There were fifty-one passengers aboard the boat and after brief instructions on how to use the equipment, all fifty-one of us made our way to the back of the boat where we jumped into a sea of excitement. Well, everyone that is, except for Jacob. Jacob is actually not a swimmer and so for him, jumping into the Pacific Ocean was a huge accomplishment. I was proud of him for giving it a try. The ocean can be a scary place, especially when you have waves pushing you around on top of trying to remember to breathe out of a tube and keep your legs straight so your flippers will work, plus spitting in your goggles to keep the fog out. There's a lot more going on than just casual swimming. So when Jacob decided he would be more comfortable lounging from the balcony, I didn't blame him one bit.
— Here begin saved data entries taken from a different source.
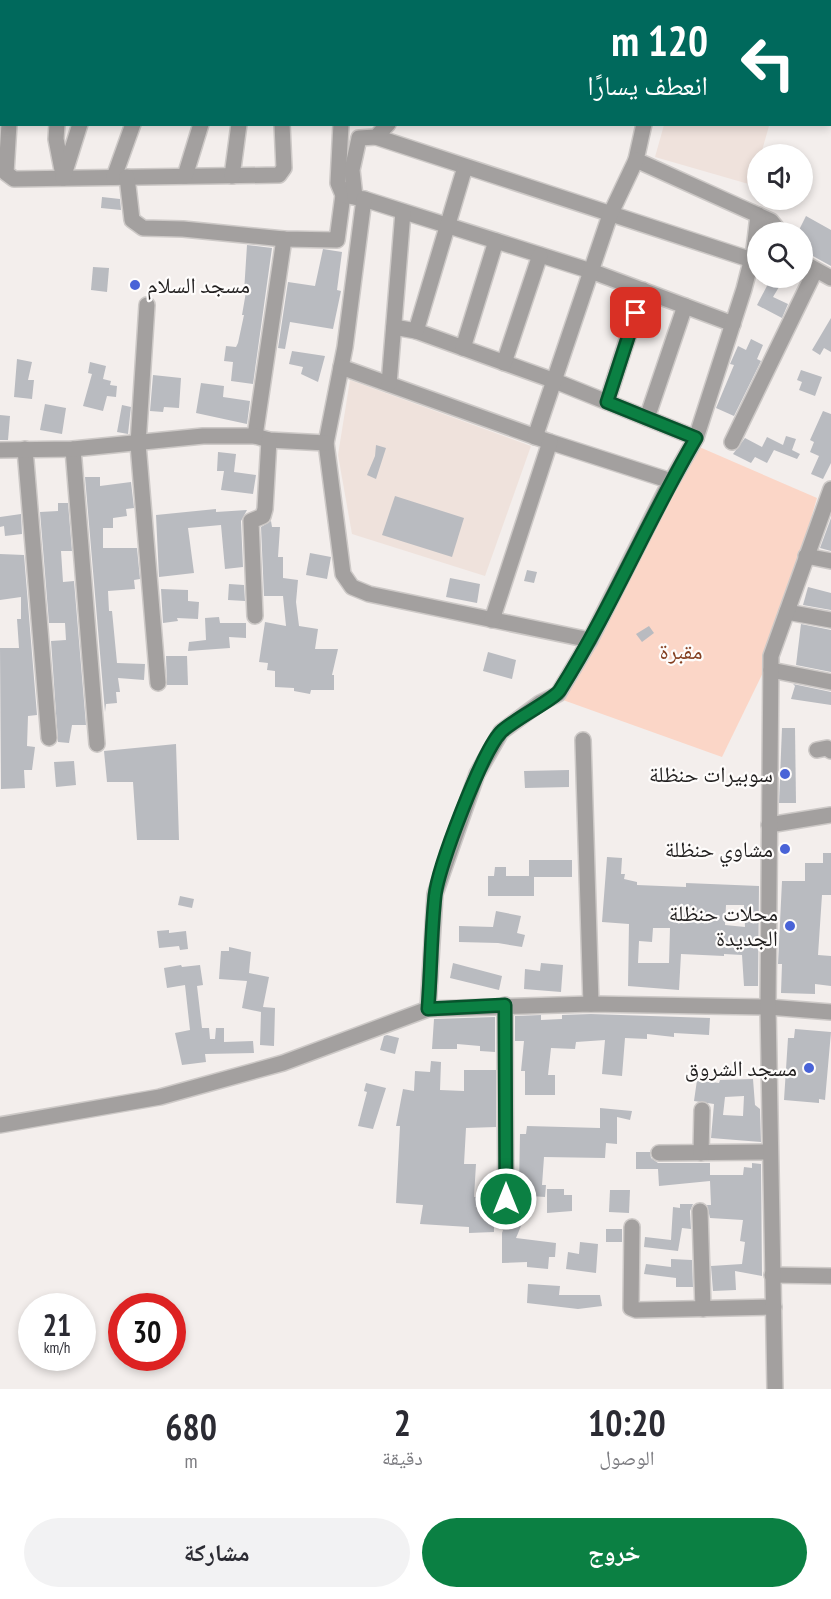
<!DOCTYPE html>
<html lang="ar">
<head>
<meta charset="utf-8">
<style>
  body { margin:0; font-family:"PT Sans Narrow","Noto Naskh Arabic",sans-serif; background:#f2f2f3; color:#2b2b33; direction:rtl; height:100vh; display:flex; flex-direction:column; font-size:22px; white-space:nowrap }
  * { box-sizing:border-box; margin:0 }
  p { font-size:20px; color:#7c7c81 }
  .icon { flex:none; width:33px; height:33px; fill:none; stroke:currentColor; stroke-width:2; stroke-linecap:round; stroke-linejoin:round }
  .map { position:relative; height:1389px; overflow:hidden; direction:ltr }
  .sheet { display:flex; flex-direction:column; background:#fff; flex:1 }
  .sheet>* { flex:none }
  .hud { position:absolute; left:0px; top:0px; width:831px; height:126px; box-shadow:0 3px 9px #0003; direction:rtl; background:#00695c; color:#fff; overflow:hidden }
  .tools { position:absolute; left:747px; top:144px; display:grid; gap:12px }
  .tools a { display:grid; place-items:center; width:66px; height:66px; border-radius:50%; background:#fff; box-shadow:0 3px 9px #0003; font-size:30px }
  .speed { position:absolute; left:18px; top:1293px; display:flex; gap:12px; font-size:30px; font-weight:700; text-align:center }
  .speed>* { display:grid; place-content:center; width:78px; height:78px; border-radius:50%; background:#fff; box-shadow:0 3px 9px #0003; line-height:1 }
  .speed small { font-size:15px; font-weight:400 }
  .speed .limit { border:9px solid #d22; background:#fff; color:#111 }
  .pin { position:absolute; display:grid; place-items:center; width:51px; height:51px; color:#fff; margin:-26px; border-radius:12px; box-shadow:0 3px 9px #0006 }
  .me { position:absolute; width:66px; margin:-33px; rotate:0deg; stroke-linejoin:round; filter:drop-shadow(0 0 4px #0008) }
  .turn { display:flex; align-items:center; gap:21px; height:126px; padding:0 24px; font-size:27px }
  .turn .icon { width:78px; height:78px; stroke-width:2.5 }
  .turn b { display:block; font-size:42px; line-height:51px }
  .eta { display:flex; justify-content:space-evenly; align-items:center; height:102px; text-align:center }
  .eta b { font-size:36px; font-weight:800; line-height:42px }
  .button { display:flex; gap:12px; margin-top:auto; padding:12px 24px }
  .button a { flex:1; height:69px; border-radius:36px; background:#0b8043; color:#fff; font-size:24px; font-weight:800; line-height:69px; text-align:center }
  .button a+a { background:#f2f2f3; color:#2b2b33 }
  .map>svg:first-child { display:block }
  .built { fill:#efe2dc }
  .green { fill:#fbd6c7 }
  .building { fill:#b9bbc0; fill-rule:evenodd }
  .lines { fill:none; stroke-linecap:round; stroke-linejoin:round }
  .minor-casing { stroke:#cdc9c7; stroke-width:18 }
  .minor { stroke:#a3a09f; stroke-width:15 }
  .route-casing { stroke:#07532c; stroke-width:15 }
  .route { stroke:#0b8043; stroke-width:10 }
  .poi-dot { fill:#4963d7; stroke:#fefcfb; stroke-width:2 }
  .labels { text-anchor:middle; stroke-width:4.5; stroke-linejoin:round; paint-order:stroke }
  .poi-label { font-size:22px; fill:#201e1e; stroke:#fefcfb; text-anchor:end }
  .park-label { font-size:22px; fill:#843f20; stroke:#fefcfb }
</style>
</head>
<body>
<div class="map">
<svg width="831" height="1389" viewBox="0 0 831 1389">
  <rect width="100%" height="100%" fill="#f3eeec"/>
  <g class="built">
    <path d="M765,124l4,2 -8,28h-3l-6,31 -97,-28 9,-32z"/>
    <path d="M350,380l181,66 -46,130 -133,-42 -14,-79z"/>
  </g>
  <path class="green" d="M697,446l120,52 -46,158 -49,101 -159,-57z"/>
  <g class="building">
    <path d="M102,197l18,2 1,11 -20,-2z"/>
    <path d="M806,216l25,14v36l-29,-16v-18h-4z"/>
    <path d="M247,245l25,3 -19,136 -22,-3 2,-19 -9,-1 2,-15 10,1 2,-4 6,-28h-2l4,-23h-2z"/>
    <path d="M323,249l19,3 -5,38 4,1 -8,38 -43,-7 -5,27 -7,-1 10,-66 27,4z"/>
    <path d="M93,267l16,1 -2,24 -16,-2z"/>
    <path d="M769,282l10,5 -6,10 15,7 -6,14 -25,-13z"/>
    <path d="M831,318v34l-7,-4 -4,7 -8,-5z"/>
    <path d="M751,339l12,6 -6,14 4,2 -27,55 -18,-8 18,-43 -4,-1 8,-18 8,4z"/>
    <path d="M292,351l33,5 -7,26 -17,-8 2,-7 -14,-3z"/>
    <path d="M17,359l15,3 -4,18h6l-2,19 -18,-2z"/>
    <path d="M90,362l16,4 -3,13 8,2 -1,4 7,1 -1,11 -9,-1 -4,15 -20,-5 9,-32 -4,-1z"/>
    <path d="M801,370l21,7 -7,19 -16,-6 3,-8 -5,-2z"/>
    <path d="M153,375l28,3 -2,30 -15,-1 -1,5 -13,-1z"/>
    <path d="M201,383l23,3 -1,11 27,4 -3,23 -51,-11z"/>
    <path d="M45,404l21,4 -4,26 -22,-4z"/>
    <path d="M122,405l9,2 -3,27 -11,-2z"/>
    <path d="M823,411l8,3v49l-8,16 -12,-5 8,-18 -9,-4 4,-10 -4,-2z"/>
    <path d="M0,415l10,1 -2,24h-8z"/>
    <path d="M786,436l10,3 -4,11 8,4 -3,5 -23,-9 -7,13 -12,-6 -4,6 -18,-9 12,-16 17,9 5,-10 16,8z"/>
    <path d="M376,445l10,3 -10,31 -9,-4 8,-19z"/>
    <path d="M218,452l18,2 -2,18 22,3 -3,19 -32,-4 3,-19h-7z"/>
    <path d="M85,477h15v9l31,-4 3,26 -8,1 1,7 -14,2v10h-10v20h34l3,31 -6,1 1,9 -27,2 1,20h3l5,52 28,1 -1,16 -26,-2 2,14h-4l1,11 -11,1 -1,8z"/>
    <path d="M395,496l69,22 -12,39 -70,-22z"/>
    <path d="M58,503h10l4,48h-11l2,31 11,-1 12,144h-14l-3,18 -11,-1 -7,-101 15,-1 -1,-17h-16l-9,-111 18,-1z"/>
    <path d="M216,509v3l31,-2 -6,11 2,46 -18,2 -4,-44 -33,3 6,45 -35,4 -3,-62z"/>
    <path d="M21,514l1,20 -17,2 -1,-10 -4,1v-10z"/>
    <path d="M831,518v33l-11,-3z"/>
    <path d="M271,521l1,6h8l-2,30h5v21l15,2 -2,22 3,24 19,3 -3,20h23l-6,26h2v15h-23l-1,4 -16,-3v-3l-19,-1v-16l-8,-1 1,-7 -9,-1 6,-40 21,4 -3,-30h-19l-3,-69z"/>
    <path d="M310,553l21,4 -4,22 -21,-4z"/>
    <path d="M0,554l24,1 13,160 -9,1 -1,30 8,1 -3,23h-8l1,18 -24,1 -1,-141h19l-2,-29h4v-22l-21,3z"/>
    <path d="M527,570l10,2 -3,11 -10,-2z"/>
    <path d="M450,578l30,6 -3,19 -31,-6z"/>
    <path d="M229,584l15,1 1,16 -17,-1z"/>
    <path d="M808,587l23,6v17l-28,-5z"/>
    <path d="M161,589l27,1v11l11,1 -1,17 -21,-1 1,3 -15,2z"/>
    <path d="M219,617l1,6h26v15l-17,-1 1,11 -42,3 1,-9 17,-2 -1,-22z"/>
    <path d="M801,624l30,6v42l-35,-7z"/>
    <path d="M649,626l5,7 -12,9 -6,-8z"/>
    <path d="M488,652l28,8 -4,19 -29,-8z"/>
    <path d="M166,656h21l1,29h-21z"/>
    <path d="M793,684l38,8v13l-40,-6 4,-13z"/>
    <path d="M782,728h13l1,75h-17z"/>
    <path d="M176,744l3,96h-42l-4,-58h-26l-3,-31z"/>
    <path d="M74,761l2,24 -20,2 -2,-25z"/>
    <path d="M569,770v17l-44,1 -1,-17z"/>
    <path d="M823,853h8v42h-9l-4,60 13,1v30l-16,-2v10l-34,-1 1,-29h-4l4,-83h23v-18h18z"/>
    <path d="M607,857l15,1 -1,16h4l-1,5 13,3v3l49,2v-4l73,3 -1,100h-14l-2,-31 -18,-1v2l-43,-2 -2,36 -51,-4 1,-62 -27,-2zM726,905h18l1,22 -20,-2zM653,928h17l-1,35h-31l1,-22 13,1z"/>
    <path d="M529,860h43v17h-38v19h-46v-20h6l1,-9h11v9h23z"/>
    <path d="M180,896l14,3 -2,9 -14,-3z"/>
    <path d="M496,911l25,5 -4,17 8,2 -3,12 -24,-4 -39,-1v-16l34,1z"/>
    <path d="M169,930v3l17,-2 2,18 -8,1 -1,-4 -20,2 -2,-17z"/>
    <path d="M229,947l22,5 -2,21 20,4 -6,30 12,1 -1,38 -14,-1 1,-33 -19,-4 5,-27 -28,-2 2,-28h8z"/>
    <path d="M453,963l49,13 -3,14 -49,-12z"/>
    <path d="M541,963l22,2 -2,27 -37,-3 1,-20 15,2z"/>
    <path d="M181,965l1,2 18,-2 3,20 -6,1 5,42h7l1,11h5l1,-11h8v14l29,-1 1,12 -49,1 1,8 -24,3 -7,-32 15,-3 -5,-45 -18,3 -3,-20z"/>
    <path d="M591,1014l119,4 -1,17 -35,-2v4l-27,-3v5l-22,-1 -3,38 -20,-2 3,-34 -29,2 -1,7 -24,-1 -3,27h7v20h-30v-24h-4l3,-30h-9v-25l26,-1v5l21,-1v-4z"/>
    <path d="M495,1017v35l-15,-1v-5l-23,-2v5h-25l2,-30z"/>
    <path d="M795,1029l36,3 -6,68 -6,-1v4l-35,-3 4,-62h6z"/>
    <path d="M387,1035l12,3 -4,16 -15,-4 4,-14z"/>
    <path d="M431,1061l10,1 -1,28 24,1v-21h32v57l-30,1 -2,36h12l-2,33 19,-2 -1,-7 4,-1v18l-21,1 19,8v18l-25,1v-6l-49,-3 3,-19 -27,-2 4,-77h-4l7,-37 11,2 1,-20 15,1z"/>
    <path d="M753,1079l2,26 5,4 1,33 -50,-4 3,-34 -20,-3 3,-21 22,3 1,-3zM744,1096l-1,20 -20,-1 2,-18z"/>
    <path d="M366,1083l20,5 -13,41 -15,-3 9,-34 -3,-1z"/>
    <path d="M600,1108l32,3 -2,9 -13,-3v27l-11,-1 -1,15 -61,-1 -2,28h4l-1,12 -29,-2v-9h3l1,-52h6l1,-8 73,2z"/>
    <path d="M636,1152h14l1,6 7,5h52v12h33l1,-8 8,1v-5l9,1 1,112 -27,-5 1,19 -23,1 -2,-25 31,-2 3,-22 -5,-1 3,-21 -33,-2 -3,-13h4l-1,-24 -51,5 -1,-17h-22z"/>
    <path d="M547,1189h17v6h8v16l-25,2z"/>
    <path d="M610,1190h20l-1,23 -20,-1z"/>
    <path d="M680,1204h13l-3,7 1,18 -9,-1 -4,23 -34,-4 1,-10 26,3 2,-33 7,1z"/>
    <path d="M515,1224l6,2 -5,12 40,5 -1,14h-6l-1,12 -21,-2v-5l-25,1v-30l1,-3 8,-1z"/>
    <rect x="606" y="1229" width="16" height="13"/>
    <path d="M580,1242l18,2 -2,29 -30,-4 2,-17 11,2z"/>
    <path d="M671,1259l21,1 1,27h-17v-9l-32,-4 2,-10 25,3z"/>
    <path d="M528,1284l32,2 -1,9h41l2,11 -24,3 -51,-6z"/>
  </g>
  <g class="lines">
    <g class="minor-casing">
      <g id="minor">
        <path d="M147,0l4,2"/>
        <path d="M310,0l3,2"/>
        <path d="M350,0l1,2"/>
        <path d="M813,0l5,2"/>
        <path d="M23,2l1,-2"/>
        <path d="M74,2v-2"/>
        <path d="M119,2l1,-2"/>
        <path d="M176,2l1,-2"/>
        <path d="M475,2l1,-2"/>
        <path d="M654,2v-2"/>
        <path d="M692,2l1,-2"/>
        <path d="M769,2v-2"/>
        <path d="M830,16l1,-5"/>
        <path d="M9,124l-3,49 8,6 265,-4 5,-7 -2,-44"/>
        <path d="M57,124l-1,15 7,36"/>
        <path d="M644,124l-8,36 135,61 9,11"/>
        <path d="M376,137l376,123"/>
        <path d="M185,176l16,-52"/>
        <path d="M232,176l7,-52"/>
        <path d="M114,177l19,-53"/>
        <path d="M127,177l5,43 11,8 40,1 101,10 53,1 6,-45 -5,-12 3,-59"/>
        <path d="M63,178l17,-54"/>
        <path d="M343,195l21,4 227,72 142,53"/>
        <path d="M355,197l-3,-27 7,-32 17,-1 12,-13"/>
        <path d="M364,199l-19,148 -19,96 17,131 9,13 17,7 221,46 75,-148 31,-54 48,-149 10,-39 4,-35"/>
        <path d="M802,262l29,16"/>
        <path d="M147,305l-9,139 20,239"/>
        <path d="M394,327l22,4 139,50 141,57"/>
        <path d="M416,331l49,-164"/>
        <path d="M463,348l33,-107"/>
        <path d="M504,363l36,-108"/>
        <path d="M341,367l209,75 121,39"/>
        <path d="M389,384l14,-172"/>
        <path d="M607,402l36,-112"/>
        <path d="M647,418l38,-112"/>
        <path d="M255,436l29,-197"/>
        <path d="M535,437l75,-222 26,-55"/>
        <path d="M732,442l83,-171"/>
        <path d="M25,449l24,289"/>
        <path d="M73,449l24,295"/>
        <path d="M0,450l73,-1 130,-13h52l14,4 57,3"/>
        <path d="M806,556l25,5"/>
        <path d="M787,612l44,8"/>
        <path d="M255,616l-4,-95 12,-5 2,-7 4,-69"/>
        <path d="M492,620l58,-178"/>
        <path d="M771,670l60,12"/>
        <path d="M583,740l8,264"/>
        <path d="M817,750l10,-2 4,3"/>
        <path d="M769,825l62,-10"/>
        <path d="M505,1005l1,216"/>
        <path d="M428,1009l7,-115 42,-120 24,-42 39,-29 18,-9 32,-54"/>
        <path d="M0,1125l160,-28 123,-34 145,-54 163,-5 177,3 63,5"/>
        <path d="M659,1153l111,-1"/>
        <path d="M701,1153l1,-43"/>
        <path d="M700,1211l3,98"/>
        <path d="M632,1227l-1,81 5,2 138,-3"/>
        <path d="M772,1275l59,1"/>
        <path d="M775,1389l-7,-382 3,-351 60,-167"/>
      </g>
    </g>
    <use href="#minor" class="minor"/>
  </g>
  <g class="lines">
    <g class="route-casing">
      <path id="route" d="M506,1199l-1,-194 -77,4c3,-37 3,-76 7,-113 3,-29 47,-144 66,-164 12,-12 54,-33 59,-42 51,-81 88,-170 136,-252l-89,-36 29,-89"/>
    </g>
    <use href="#route" class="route"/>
  </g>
  <g class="poi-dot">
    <circle cx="135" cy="285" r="6"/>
    <circle cx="785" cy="774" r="6"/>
    <circle cx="785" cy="849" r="6"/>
    <circle cx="790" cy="926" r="6"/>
    <circle cx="809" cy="1068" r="6"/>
  </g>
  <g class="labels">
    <g class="poi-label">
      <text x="147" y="293" text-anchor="start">مسجد السلام</text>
      <text x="773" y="782">سوبيرات حنظلة</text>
      <text x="773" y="857">مشاوي حنظلة</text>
      <text x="778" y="921">محلات حنظلة<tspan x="778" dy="25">الجديدة</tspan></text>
      <text x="797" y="1076">مسجد الشروق</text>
    </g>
    <g class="park-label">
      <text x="681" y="659">مقبرة</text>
    </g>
  </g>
</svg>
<div class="tools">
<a><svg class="icon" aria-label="sound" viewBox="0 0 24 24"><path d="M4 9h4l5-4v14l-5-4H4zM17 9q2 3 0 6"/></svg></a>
<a><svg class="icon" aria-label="search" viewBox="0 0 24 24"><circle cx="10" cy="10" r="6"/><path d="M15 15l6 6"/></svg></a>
</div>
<div class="speed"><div>21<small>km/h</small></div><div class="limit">30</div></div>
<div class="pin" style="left:636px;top:313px;background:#d93025"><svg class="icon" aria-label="arrive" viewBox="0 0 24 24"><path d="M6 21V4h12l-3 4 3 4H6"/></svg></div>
<svg class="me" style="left:506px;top:1199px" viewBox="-20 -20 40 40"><circle r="17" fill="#0b8043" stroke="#fff" stroke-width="3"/><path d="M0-11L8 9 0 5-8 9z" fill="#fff"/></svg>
<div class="hud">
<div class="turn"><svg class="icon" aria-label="left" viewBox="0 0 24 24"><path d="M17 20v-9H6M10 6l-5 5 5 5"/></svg><div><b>120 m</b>انعطف يسارًا</div></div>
</div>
</div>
<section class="sheet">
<div class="eta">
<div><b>10:20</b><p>الوصول</p></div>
<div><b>2</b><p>دقيقة</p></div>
<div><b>680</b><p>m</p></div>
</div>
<div class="button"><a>خروج</a><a>مشاركة</a></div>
</section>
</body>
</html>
After assuring us he wouldn't mind if we had fun without him, Matthew and Patricia and I swam out towards the reef in front of us. The whole thing was remarkable. I had never been so close to such diversified sea life. Yards and yards of spaghetti coral, brain coral, pink and blue and orange coral all covered the ocean floor like a giant mural. In between the coral I saw fish of every different color. I felt like I was reading Dr. Seuss as I tried to identify all the colors of fish. Red fish, blue fish, one fish, two fish... Patricia and I particularly enjoyed a giant blue and purple fish. He reminded me of another children's book; the one with the giant blue and purple sparkle fish.
Perhaps our favorite site at the first reef was a giant clam. One of the instructors pointed out a clam that had to be three feet wide and two feet tall. The best part was seeing the instructor put his hand in the mouth of the clam and watching as it tried to close. Can you imagine the size of the pearl that would make?
After our first stop we were fed an excellent barbecue lunch which included Aussie sausages (my favorite), hamburgers, coleslaw and several types of salad. We also had all of the tea and coffee we wanted, which was awesome.
After lunch we had another two-hour snorkeling stop. This one was even better than the first. I got separated from Matthew and Patricia but I didn't mind because the fish and coral I saw were a mere two feet from my face. I saw a beautiful yellow fish with blue stripes and lots of beautiful coral. It reminded me of the gardens I had been pinning so much lately, only this was under the sea. I made a mental note to do some watercolor paintings of the sites I was seeing.
By the end of the day we were all worn out. We enjoyed the complimentary cheese and wine platters provided by the boat as we laid on the bow, soaking up the sun and discussing the issue of Frederick. It was nice having Patricia around because she was as passionate about Frederick issues as I was. In fact, I had almost forgot about this passion, simply because I hadn't had anyone to talk to about it. (Matthew wasn't big on small-town talk and so I kept my opinions to a minimum.) At one point I got so caught up in one of my political speeches that Jacob and Matthew had to stop me and tell me to simmer down. They were laughing pretty hard because I had apparently mentioned both Jesus and alcohol in the same sentence and with great southern gusto. We laughed at the stereotype I was projecting to the other forty-eight people on the boat who could easily hear our entire conversation.
After showering and changing we made our way next door and took advantage of the free meal our hostel was offering. Afterwards we hung out and listened to an awesome live band called Ina Reeves. We all loved their modern reggae remixes and at the end of their performance Patricia and Jacob had talked me into asking them to come to Oklahoma. Sure enough, I told them I knew at least a handful of places where they could play and they said they would love to do a tour in the states. Matthew said they would be a great band to tour college campuses. We connected on social media and left with high hopes.